At an early age, she had made the unconventional decision to forego marriage and children in favor of working as a housekeeper for a wealthy doctor in order to have the nice things she loved so much. Marrying Allen Rhodes had put an end to her life of pretty things and was the beginning of a life of hard work and worry that was the lot of the farmer’s wife. Together they had five children ages 11, 8, 6, 4 and 5-weeks.

She had been suffering since the birth of the baby with severe abdominal pain and after more than a month she could bear it no more. Her father, Hiram, who had come to live with the family several years earlier, begged Allen to get help for his daughter and so the decision was made to take her to town to see a doctor. In those days, few things were more terrifying to country folk than doctors.

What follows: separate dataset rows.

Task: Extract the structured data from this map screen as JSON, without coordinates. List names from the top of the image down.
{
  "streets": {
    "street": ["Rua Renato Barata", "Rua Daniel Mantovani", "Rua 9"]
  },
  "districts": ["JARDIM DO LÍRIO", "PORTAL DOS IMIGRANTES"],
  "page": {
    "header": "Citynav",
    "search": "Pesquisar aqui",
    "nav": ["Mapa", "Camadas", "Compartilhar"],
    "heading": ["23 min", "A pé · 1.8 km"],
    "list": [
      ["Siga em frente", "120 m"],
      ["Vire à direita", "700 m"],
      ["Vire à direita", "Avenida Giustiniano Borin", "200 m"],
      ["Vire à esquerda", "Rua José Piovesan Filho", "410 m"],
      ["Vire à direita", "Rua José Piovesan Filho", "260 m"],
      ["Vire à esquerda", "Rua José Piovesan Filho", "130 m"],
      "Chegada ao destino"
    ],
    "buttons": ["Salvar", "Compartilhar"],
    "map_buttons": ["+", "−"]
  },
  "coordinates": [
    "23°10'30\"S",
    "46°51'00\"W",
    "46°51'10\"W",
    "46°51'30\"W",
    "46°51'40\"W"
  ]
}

Such a radical decision says everything about the degree of desperation and pain she was suffering.

As she stood to leave for the hospital that November afternoon, her feet must have felt as though they were made of lead. She kissed her infant daughter over and over cradling her downy soft head up to her cheek, closing her eyes and listening for the sweet purr of baby’s breath circling in her ear. She placed the baby into Hiram’s waiting arms and then kissed each of her other four children taking a long time to look into the face of each one. If there was any question of her love for Allen there was no question she loved her children more than anything in the world. In spite of the crippling pain, she couldn’t bring herself to turn away. Allen gently pulled her away and lead her to the door.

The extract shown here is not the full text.